Após o golpe de 1964, o Brasil ingressa na era pós-desenvolvimentista. O milagre econômico e a síndrome do Brasil potência tratariam de fazer crescer o mercado interno, com forte internacionalização e ativismo estatal. Ou seja, o regime militar navegou no rastro de um processo que vinha de longe, fez algumas reformas para alavancar a acumulação de capital e tirou o povo da história.

As últimas duas décadas do século 20 foram não desenvolvimentistas até a medula. Nos anos 1980, prevaleceu o conjunturalismo na economia. Mas floresceram as mobilizações sociais e, no seu rastro, a Constituição de 1988 foi parida. Essa pauta que vinha de baixo, entretanto, não desembocou numa nova perspectiva desenvolvimentista. Já nos 1990, vivemos a febre da abertura sem critérios. Era o tempo de se desfazer dos resquícios do “desenvolvimentismo” para aderir aos ventos aparentemente benignos da “globalização”.

Os antidesenvolvimentistas aproveitaram-se da crise da dívida externa para enfraquecer o mercado interno e o potencial de negociação internacional do país. O Plano Real –  inicialmente um plano de estabilização monetária bem formulado – continha reformas de base pelo avesso. Não tivessem eles sido flagrados pela crise de 1999, o país não teria voltado a pronunciar a palavra desenvolvimento nas décadas seguintes. O tão desprezado mercado interno voltou afoito como um trem desgovernado.
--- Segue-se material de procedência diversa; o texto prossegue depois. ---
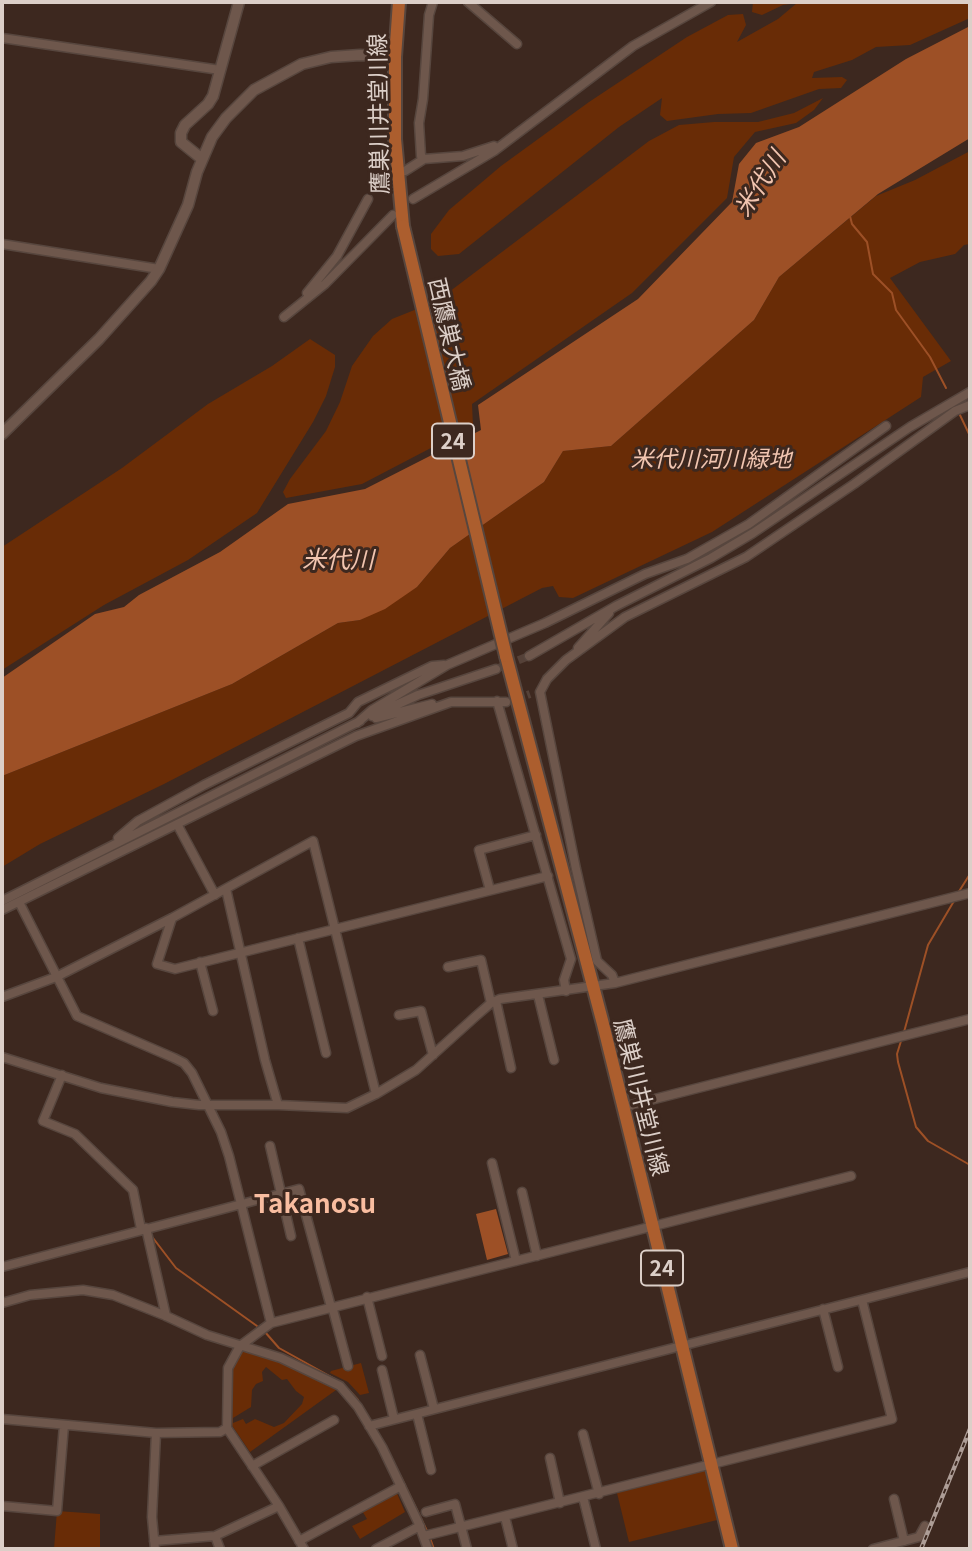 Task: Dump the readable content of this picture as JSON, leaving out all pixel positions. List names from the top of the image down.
{
  "streets": {
    "main road": ["鷹巣川井堂川線", "西鷹巣大橋", "24"]
  },
  "crossings": [
    ["鷹巣川井堂川線", "西鷹巣大橋"]
  ],
  "districts": ["Takanosu"],
  "water": ["米代川"],
  "parks": ["米代川河川緑地"]
}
Ou ele avança mais uma vez concentrando renda e aprofundando desequilíbrios estruturais, ou logramos inaugurar uma nova perspectiva desenvolvimentista.

Desenvolvimentismo hoje

Ser desenvolvimentista significa pensar a Nação com os olhos no horizonte, além da economia, e os pés fincados na política e na sociedade. Significa transformar as estruturas internas, ao mesmo tempo em que se trata de aproveitar as potencialidades da economia-mundo capitalista em processo de reconfiguração profunda.

Ora, sem uma reflexão sobre a nossa especificidade histórica e o nosso atual enquadramento na nova divisão internacional do trabalho, como propor novas políticas econômicas, sociais, regionais e tecnológicas voltadas para o desenvolvimento? Pode a tríade ideologia nacional transformadora, reflexão autônoma e mobilização das forças sociais ser recuperada em bases efetivamente democráticas?

Para tanto, uma análise crítica do governo Lula se faz necessária, sem olvidar que ele criou as condições para se enxergar a linha do horizonte. As desigualdades sociais e regionais continuaram gritantes ou mudaram de forma, o que não invalida a constatação de que as condições de vida melhoraram na base da pirâmide. O sistema produtivo se dinamizou, mas continua refém das pressões competitivas externas ou apenas acompanha, de maneira defasada, o movimento da demanda. O Estado recuperou sua capacidade de formulação, mas se ressente da excessiva fragmentação.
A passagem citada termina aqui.